THE INPUT
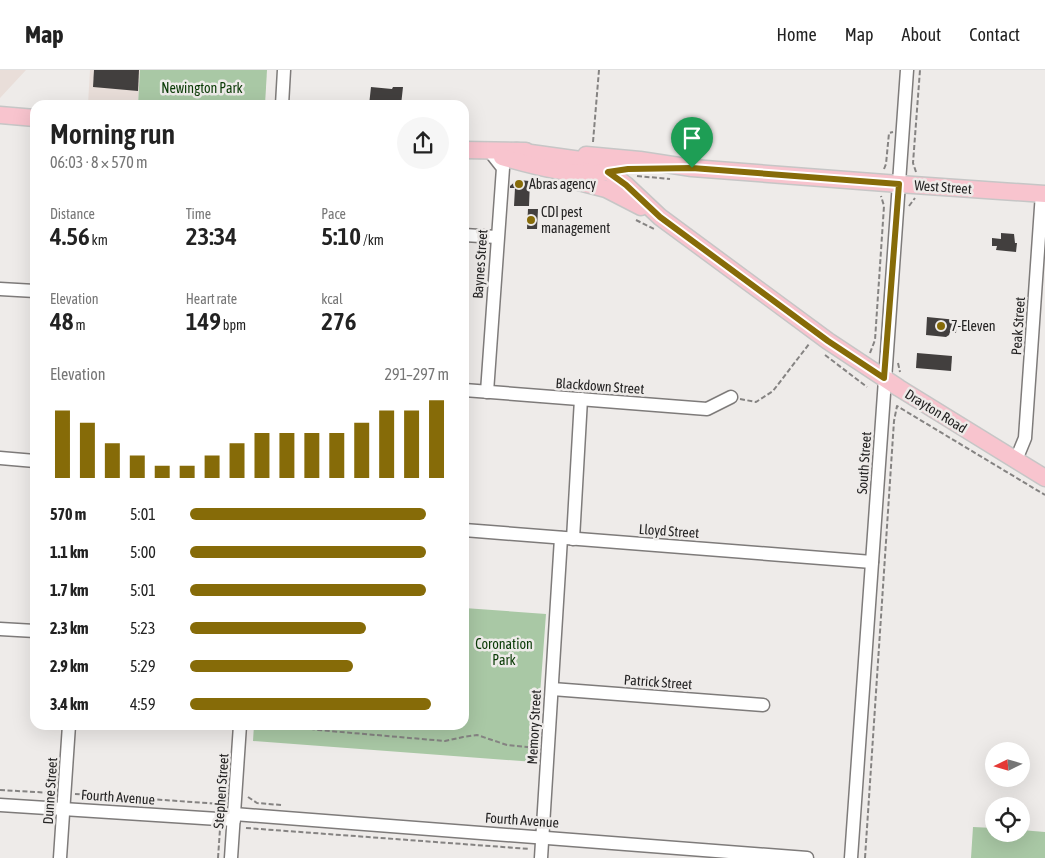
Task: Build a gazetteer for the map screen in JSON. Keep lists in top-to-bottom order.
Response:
{
  "streets": {
    "main road": ["West Street", "Drayton Road"],
    "street": [
      "Baynes Street",
      "Peak Street",
      "Blackdown Street",
      "South Street",
      "Lloyd Street",
      "Patrick Street",
      "Memory Street",
      "Dunne Street",
      "Stephen Street",
      "Fourth Avenue"
    ]
  },
  "crossings": [
    ["West Street", "Peak Street"],
    ["West Street", "South Street"],
    ["Baynes Street", "Blackdown Street"],
    ["Peak Street", "Drayton Road"],
    ["Blackdown Street", "Memory Street"],
    ["Drayton Road", "South Street"],
    ["South Street", "Lloyd Street"],
    ["Lloyd Street", "Memory Street"],
    ["Patrick Street", "Memory Street"],
    ["Memory Street", "Fourth Avenue"],
    ["Dunne Street", "Fourth Avenue"],
    ["Stephen Street", "Fourth Avenue"]
  ],
  "parks": ["Newington Park", "Coronation Park"],
  "places": ["Abras agency", "CDI pest management", "7-Eleven"],
  "north": "left",
  "page": {
    "header": "Map",
    "nav": [
      "Home",
      "Map",
      "About",
      "Contact"
    ],
    "heading": ["Morning run", "06:03 · 8 × 570 m"],
    "stats": [
      ["Distance", "4.56 km"],
      ["Time", "23:34"],
      ["Pace", "5:10 /km"],
      ["Elevation", "48 m"],
      ["Heart rate", "149 bpm"],
      ["kcal", "276"]
    ],
    "chart": ["Elevation", "291–297 m"],
    "list": [
      {
        "name": "570 m",
        "note": "5:01"
      },
      {
        "name": "1.1 km",
        "note": "5:00"
      },
      {
        "name": "1.7 km",
        "note": "5:01"
      },
      {
        "name": "2.3 km",
        "note": "5:23"
      },
      {
        "name": "2.9 km",
        "note": "5:29"
      },
      {
        "name": "3.4 km",
        "note": "4:59"
      }
    ]
  }
}
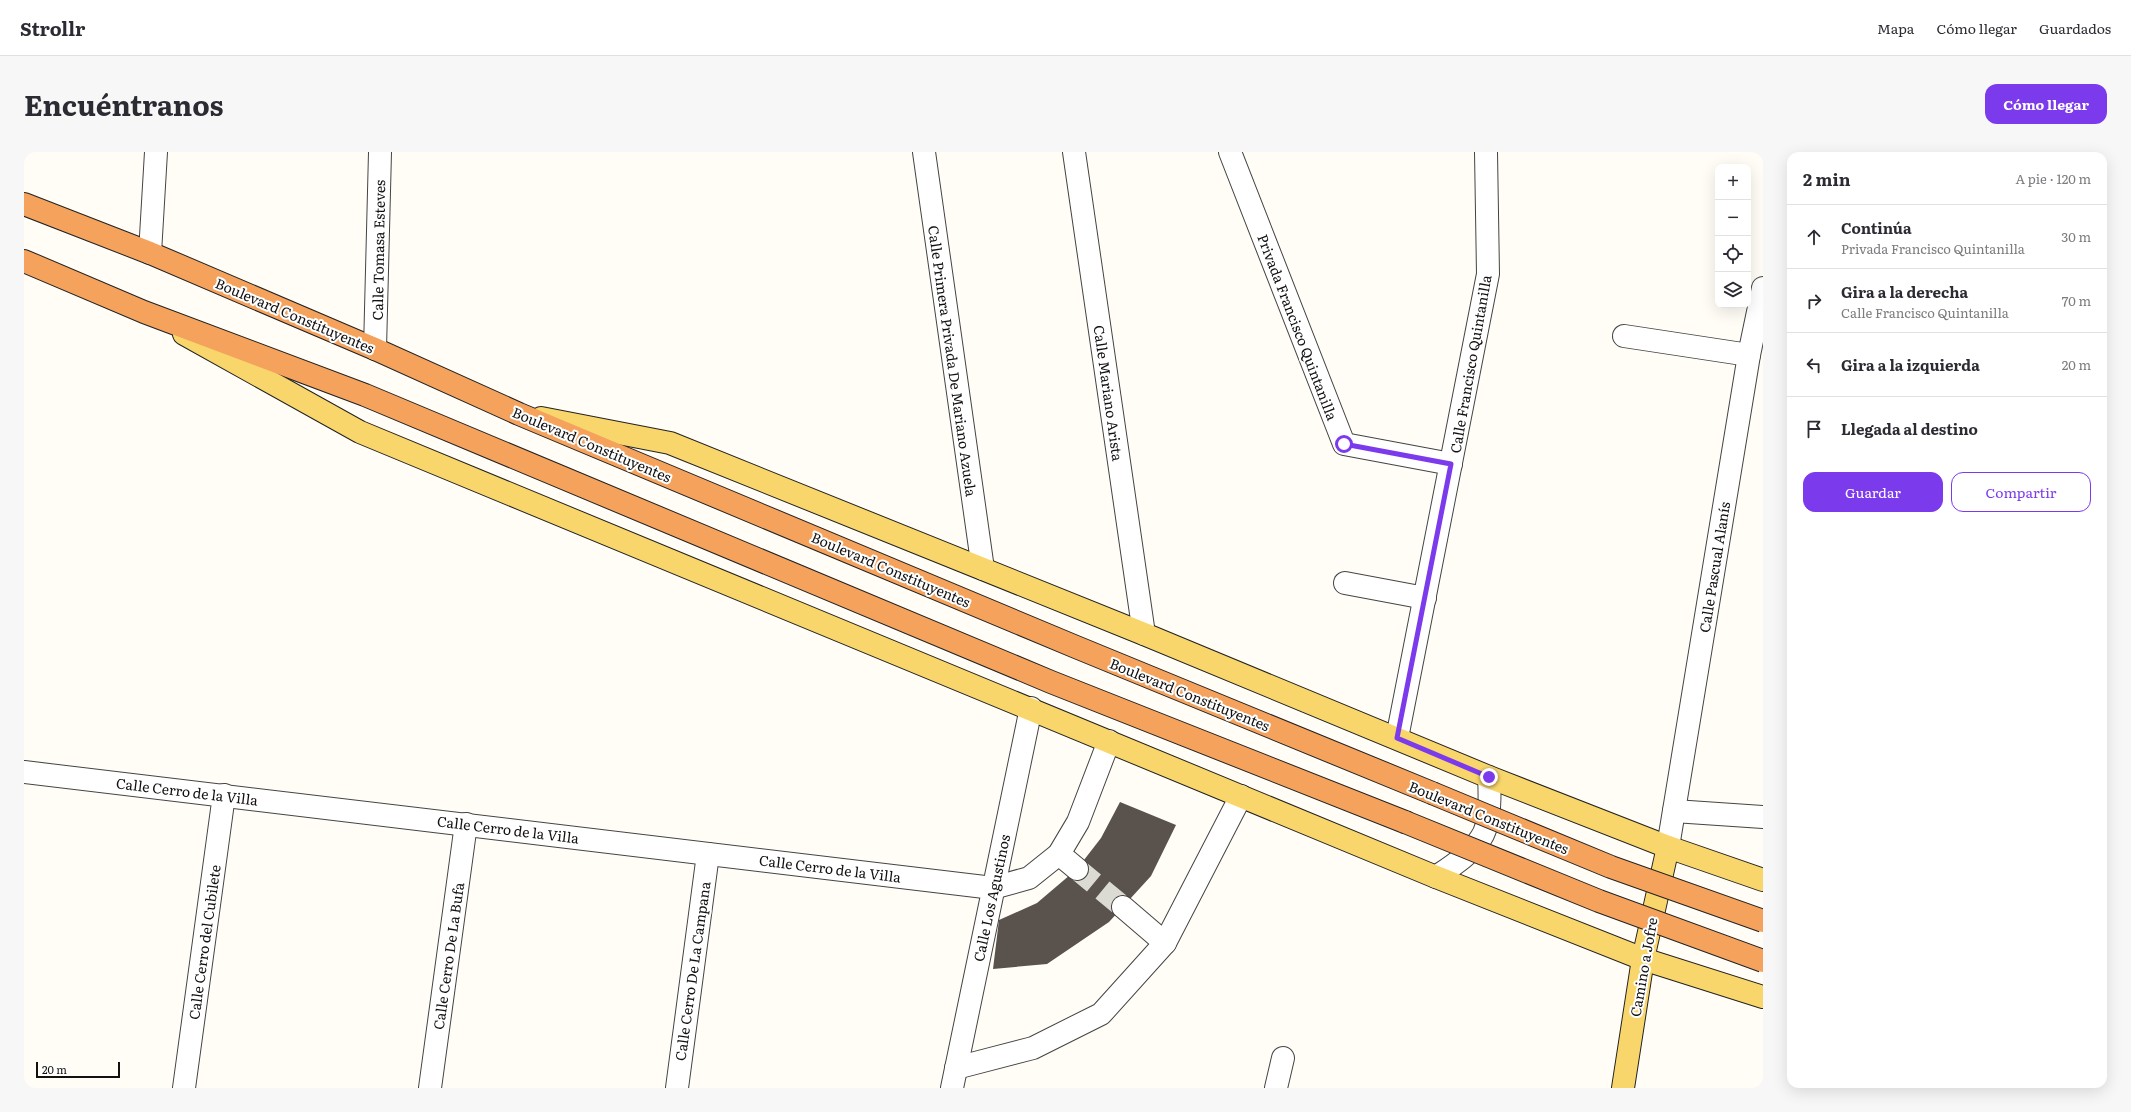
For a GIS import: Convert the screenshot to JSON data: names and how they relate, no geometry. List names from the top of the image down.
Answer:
{
  "streets": {
    "highway": ["Boulevard Constituyentes"],
    "main road": ["Camino a Jofre"],
    "street": [
      "Calle Tomasa Esteves",
      "Privada Francisco Quintanilla",
      "Calle Primera Privada De Mariano Azuela",
      "Calle Francisco Quintanilla",
      "Calle Mariano Arista",
      "Calle Pascual Alanís",
      "Calle Cerro de la Villa",
      "Calle Los Agustinos",
      "Calle Cerro del Cubilete",
      "Calle Cerro De La Bufa",
      "Calle Cerro De La Campana"
    ]
  },
  "crossings": [
    ["Calle Tomasa Esteves", "Boulevard Constituyentes"],
    ["Privada Francisco Quintanilla", "Calle Francisco Quintanilla"],
    ["Calle Pascual Alanís", "Camino a Jofre"],
    ["Calle Cerro de la Villa", "Calle Los Agustinos"],
    ["Calle Cerro de la Villa", "Calle Cerro del Cubilete"],
    ["Calle Cerro de la Villa", "Calle Cerro De La Bufa"],
    ["Calle Cerro de la Villa", "Calle Cerro De La Campana"]
  ],
  "scale_bar": "20 m",
  "page": {
    "header": "Strollr",
    "nav": ["Mapa", "Cómo llegar", "Guardados"],
    "title": "Encuéntranos",
    "buttons": [
      "Cómo llegar",
      ["Guardar", "Compartir"]
    ],
    "heading": ["2 min", "A pie · 120 m"],
    "map_buttons": ["+", "−"],
    "list": [
      ["Continúa", "Privada Francisco Quintanilla", "30 m"],
      ["Gira a la derecha", "Calle Francisco Quintanilla", "70 m"],
      ["Gira a la izquierda", "20 m"],
      "Llegada al destino"
    ],
    "scale": "20 m"
  }
}
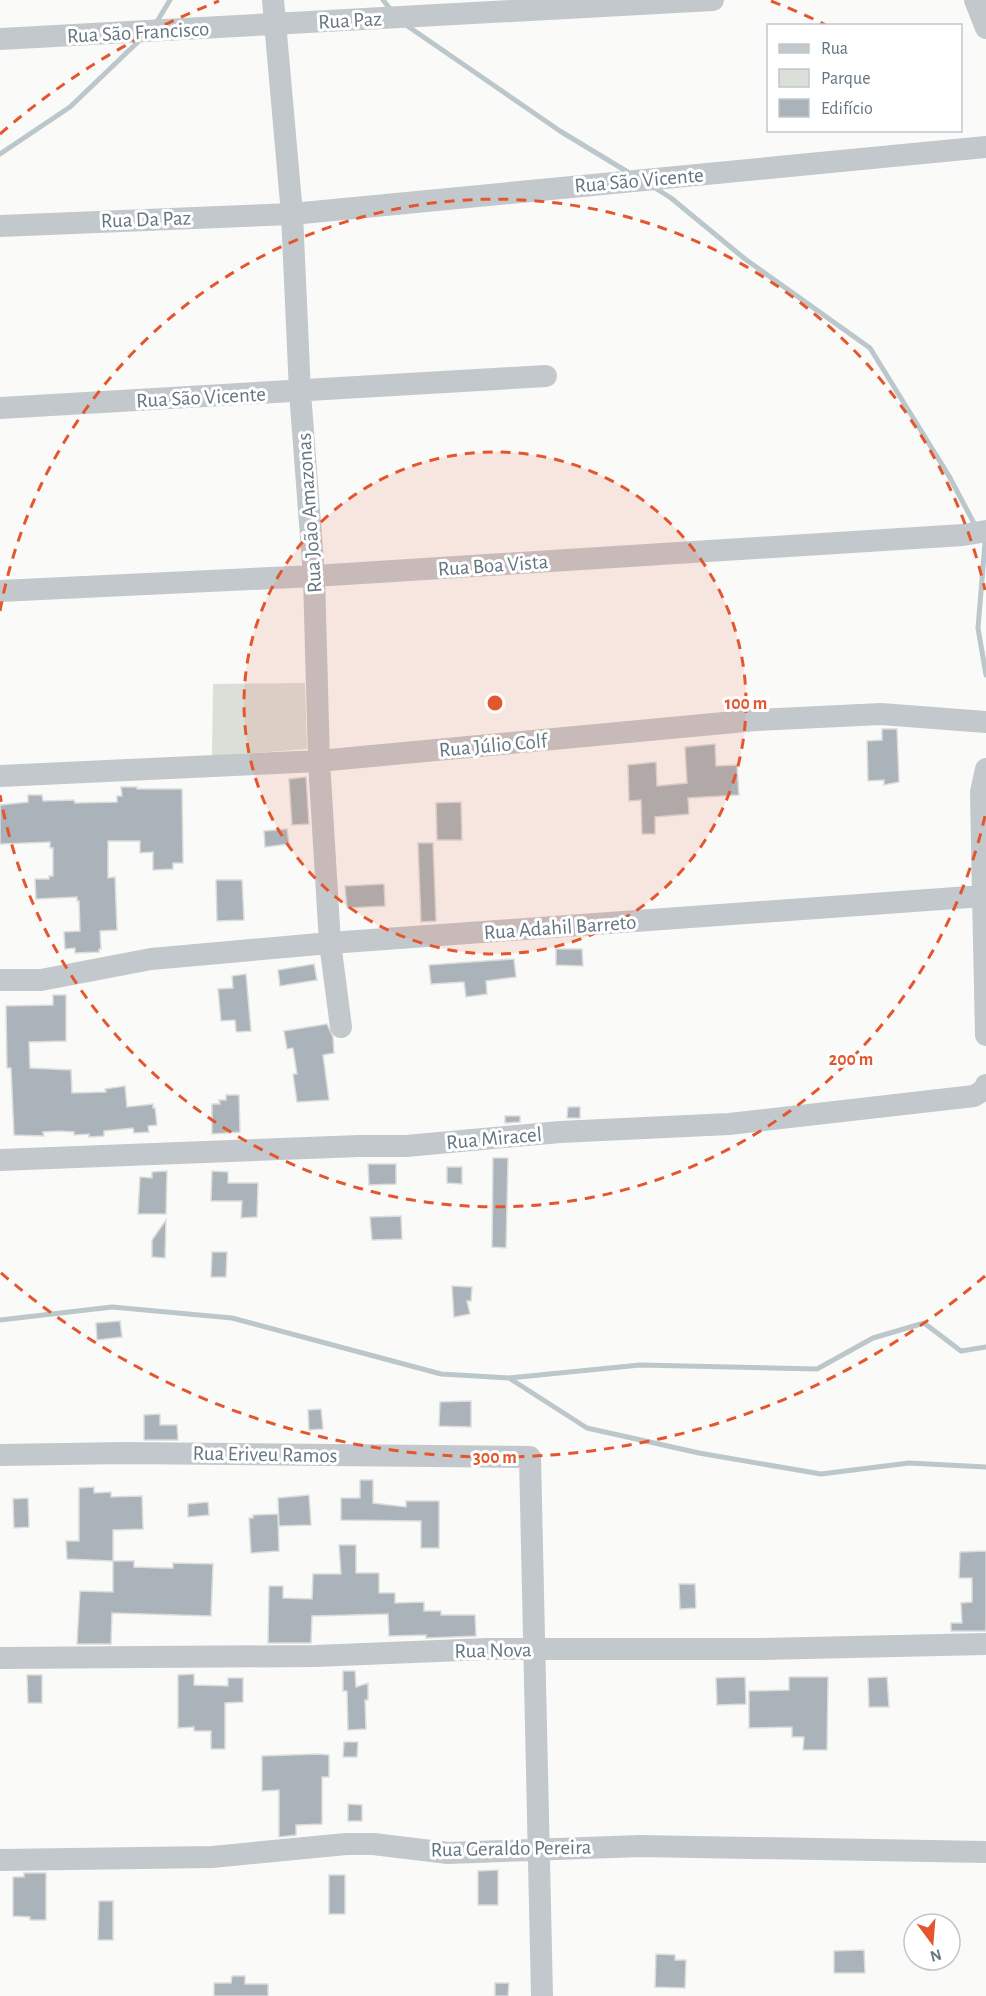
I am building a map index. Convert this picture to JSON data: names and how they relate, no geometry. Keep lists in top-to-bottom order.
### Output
{
  "streets": {
    "street": [
      "Rua Paz",
      "Rua São Francisco",
      "Rua São Vicente",
      "Rua Da Paz",
      "Rua João Amazonas",
      "Rua Boa Vista",
      "Rua Júlio Colf",
      "Rua Adahil Barreto",
      "Rua Miracel",
      "Rua Eriveu Ramos",
      "Rua Nova",
      "Rua Geraldo Pereira"
    ]
  },
  "crossings": [
    ["Rua Paz", "Rua São Francisco"],
    ["Rua Paz", "Rua João Amazonas"],
    ["Rua São Francisco", "Rua João Amazonas"],
    ["Rua São Vicente", "Rua Da Paz"],
    ["Rua São Vicente", "Rua João Amazonas"],
    ["Rua Da Paz", "Rua João Amazonas"],
    ["Rua João Amazonas", "Rua Boa Vista"],
    ["Rua João Amazonas", "Rua Júlio Colf"],
    ["Rua João Amazonas", "Rua Adahil Barreto"],
    ["Rua Eriveu Ramos", "Rua Nova"]
  ],
  "legend": ["Rua", "Parque", "Edifício"],
  "north": "bottom",
  "rings": ["100 m", "200 m", "300 m"]
}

WORK ITEM
Look through the records and gather every line containing "Bufa".

RESULT OF THIS TASK
      "Calle Cerro De La Bufa",
    ["Calle Cerro de la Villa", "Calle Cerro De La Bufa"],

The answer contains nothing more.